Leave the pictures out, and print everything else in the records exactly.

====================

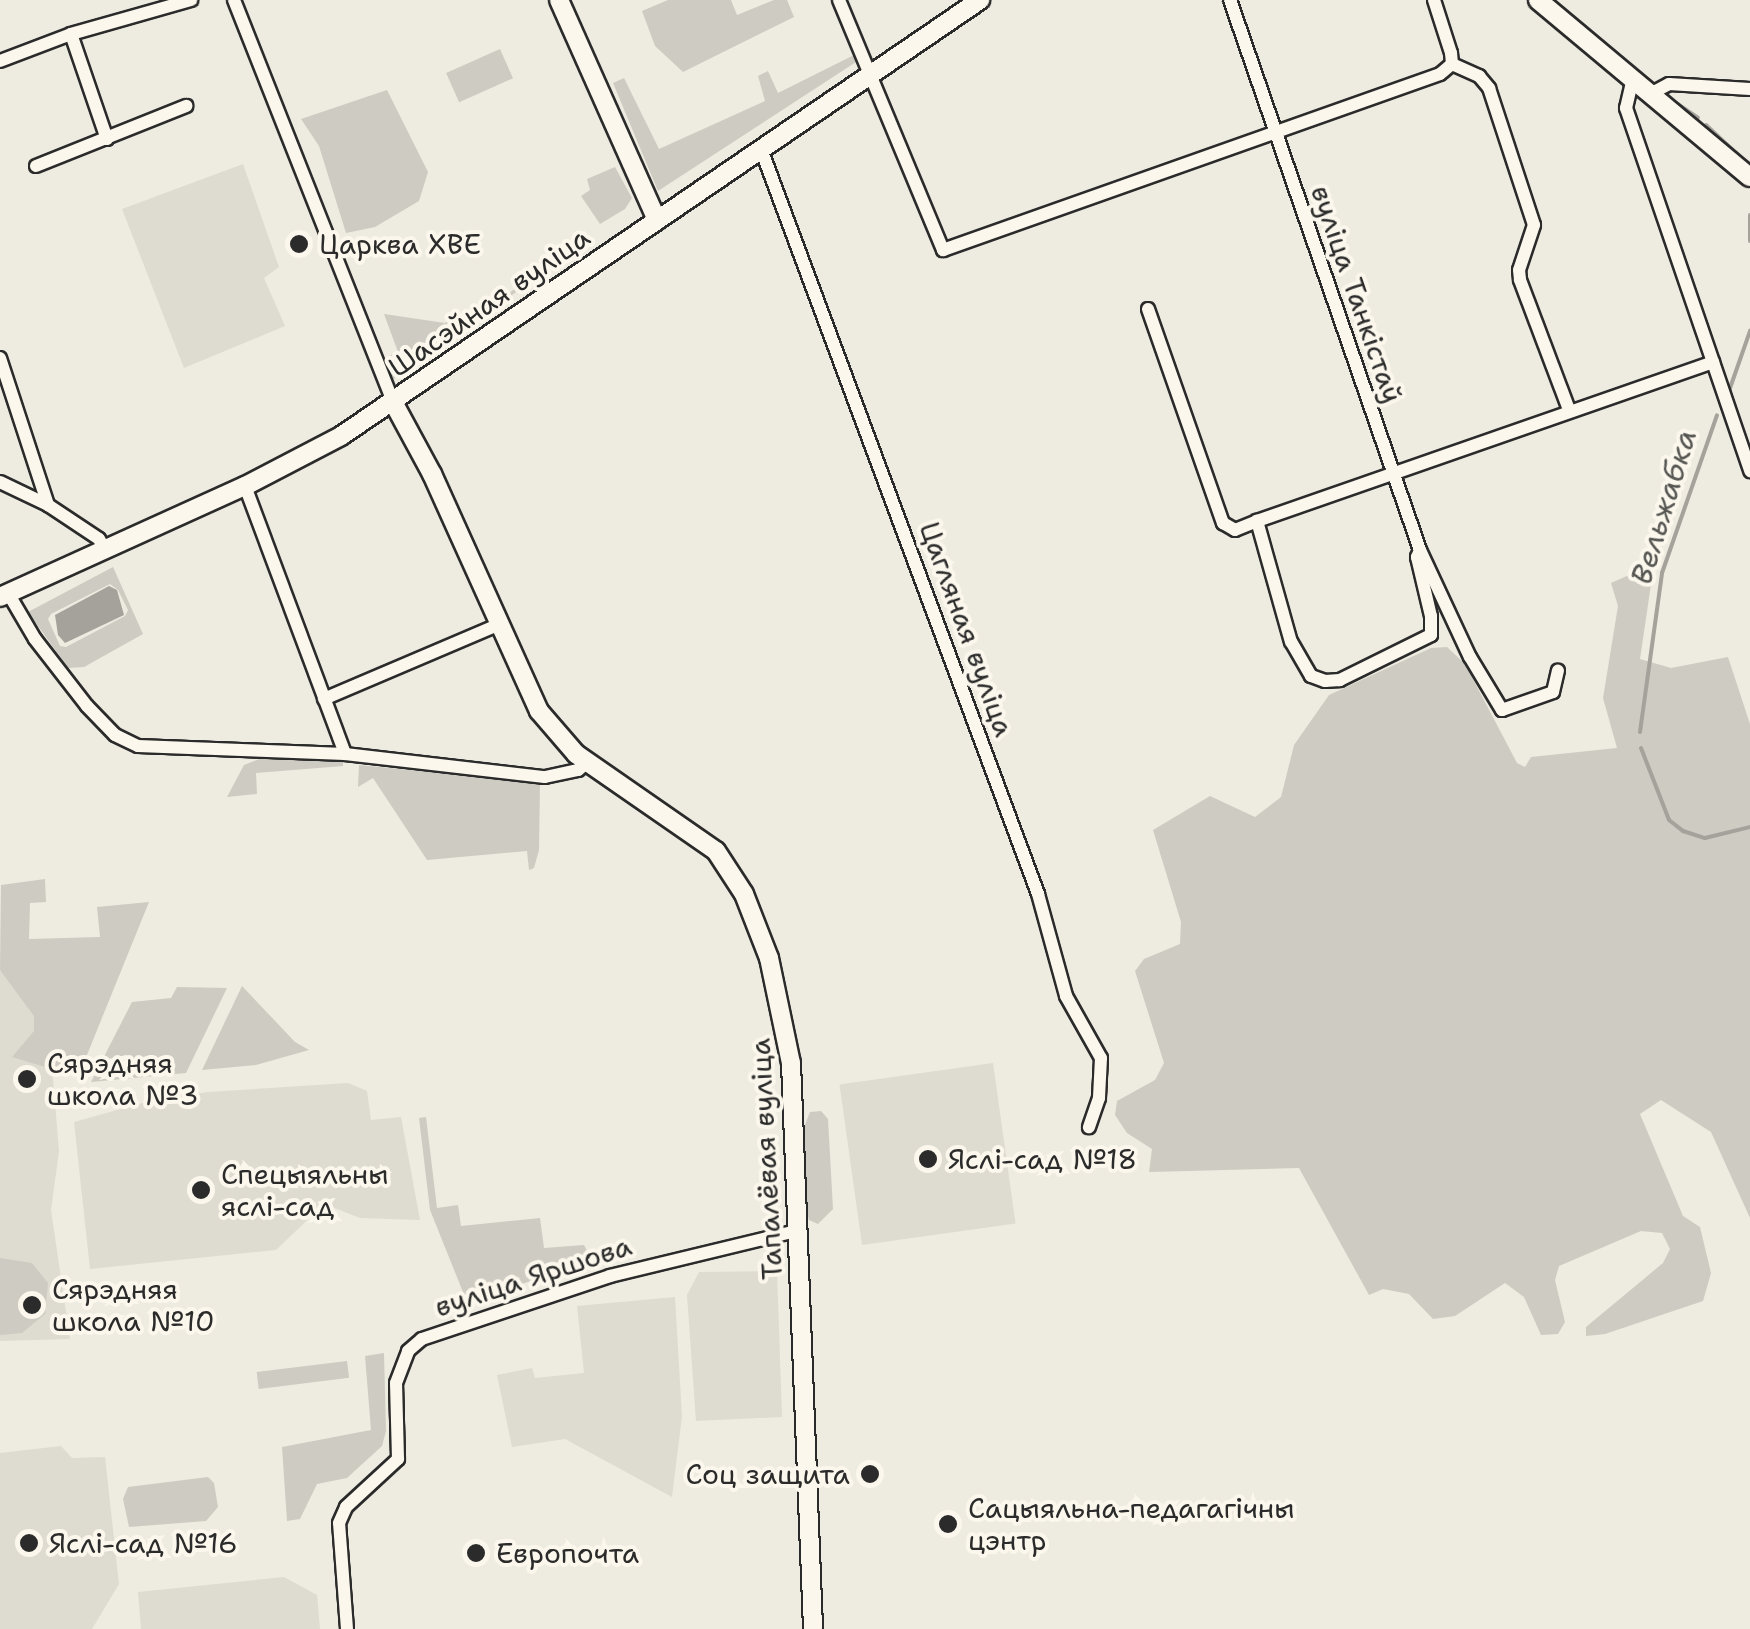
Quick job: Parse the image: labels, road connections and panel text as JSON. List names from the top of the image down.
{
  "streets": {
    "main road": ["Шасэйная вуліца", "Тапалёвая вуліца"],
    "street": ["вуліца Танкістаў", "Цагляная вуліца", "вуліца Яршова"]
  },
  "crossings": [
    ["Шасэйная вуліца", "Цагляная вуліца"],
    ["Шасэйная вуліца", "Тапалёвая вуліца"],
    ["Тапалёвая вуліца", "вуліца Яршова"]
  ],
  "water": ["Вельжабка"],
  "places": [
    "Царква ХВЕ",
    "Сярэдняя школа №3",
    "Яслі-сад №18",
    "Спецыяльны яслі-сад",
    "Сярэдняя школа №10",
    "Соц защита",
    "Сацыяльна-педагагічны цэнтр",
    "Яслі-сад №16",
    "Европочта"
  ]
}
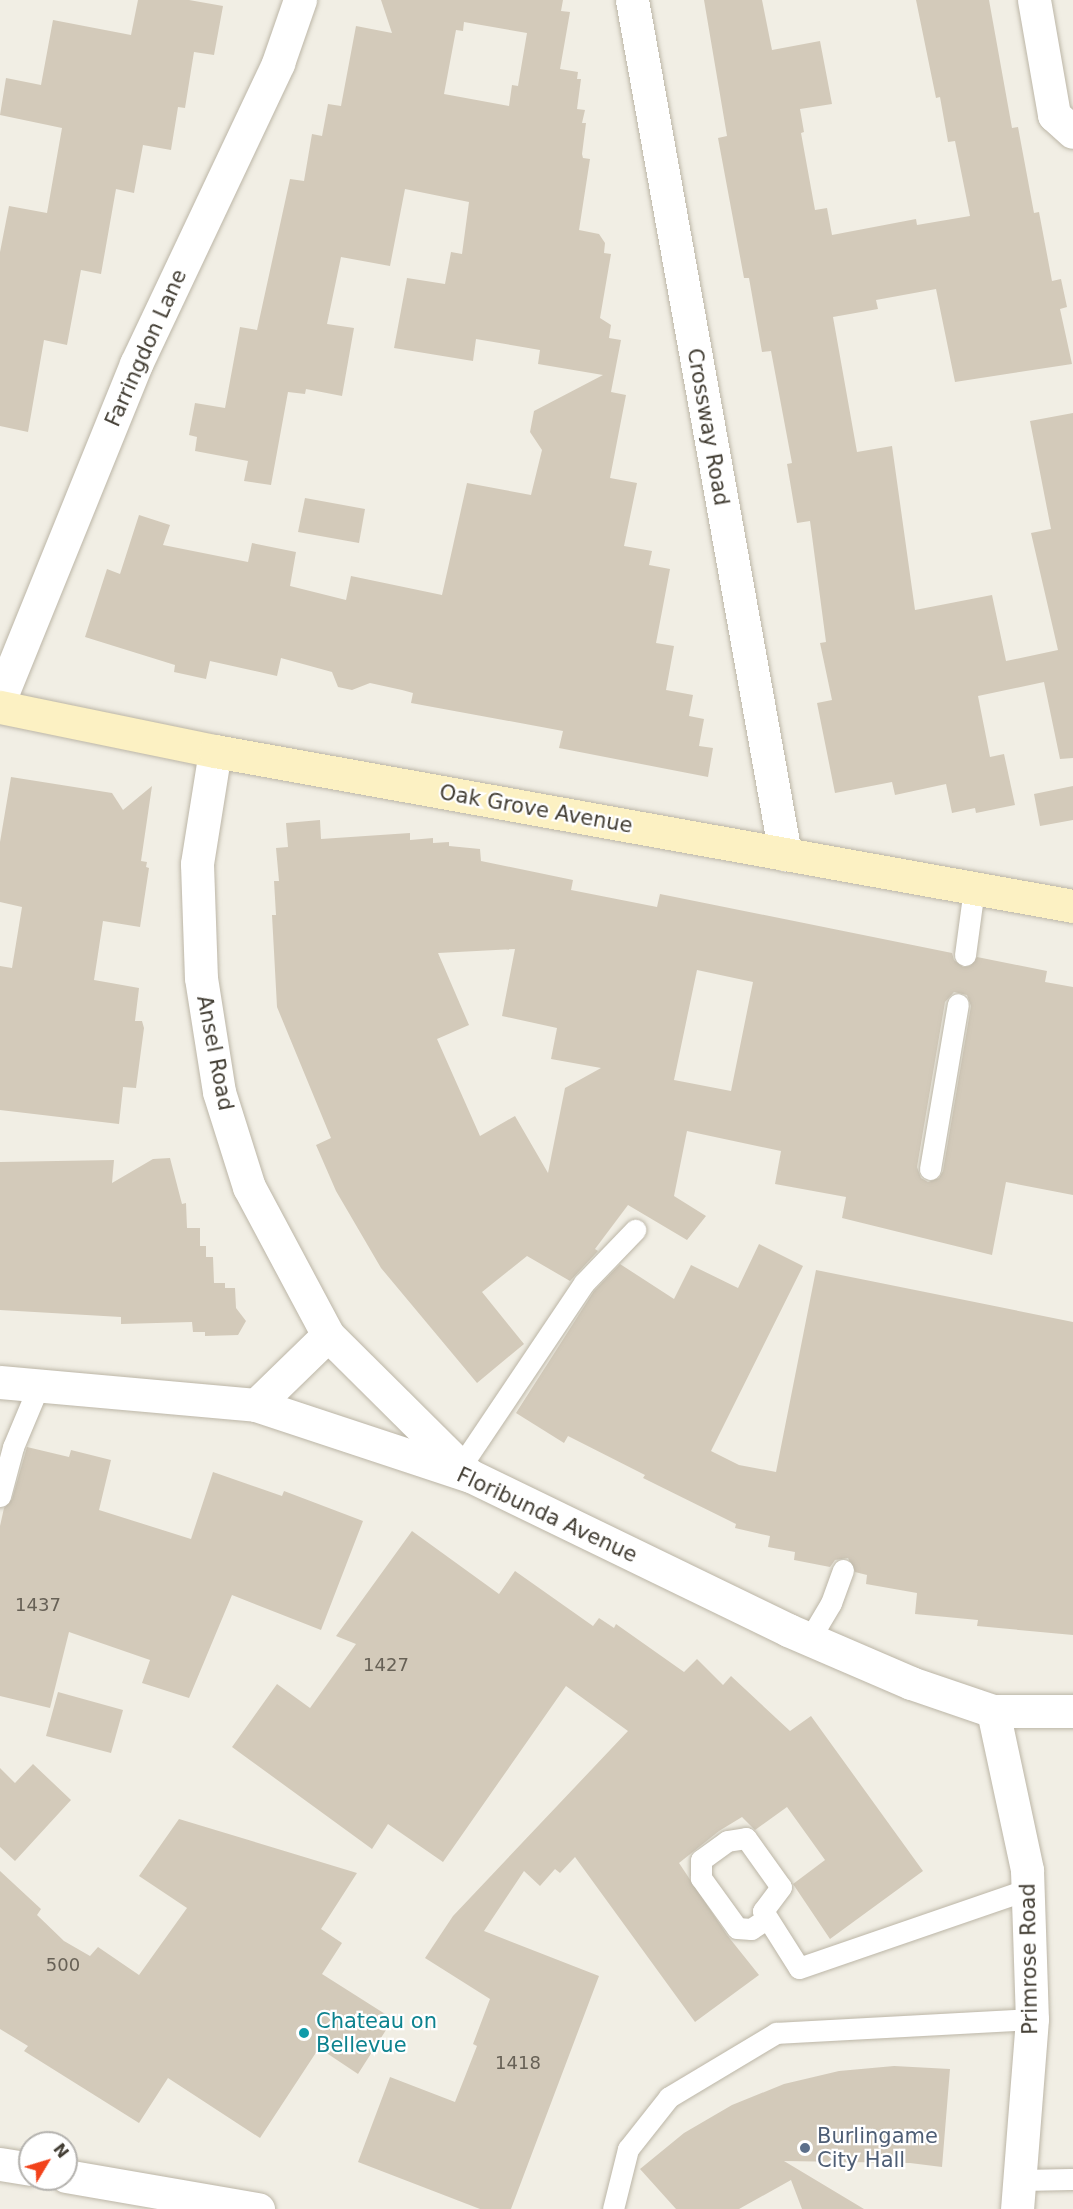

====================

## Response below
Quick job: Parse the image: labels, road connections and panel text as JSON. List names from the top of the image down.
{
  "streets": {
    "main road": ["Шасэйная вуліца", "Тапалёвая вуліца"],
    "street": ["вуліца Танкістаў", "Цагляная вуліца", "вуліца Яршова"]
  },
  "crossings": [
    ["Шасэйная вуліца", "Цагляная вуліца"],
    ["Шасэйная вуліца", "Тапалёвая вуліца"],
    ["Тапалёвая вуліца", "вуліца Яршова"]
  ],
  "water": ["Вельжабка"],
  "places": [
    "Царква ХВЕ",
    "Сярэдняя школа №3",
    "Яслі-сад №18",
    "Спецыяльны яслі-сад",
    "Сярэдняя школа №10",
    "Соц защита",
    "Сацыяльна-педагагічны цэнтр",
    "Яслі-сад №16",
    "Европочта"
  ]
}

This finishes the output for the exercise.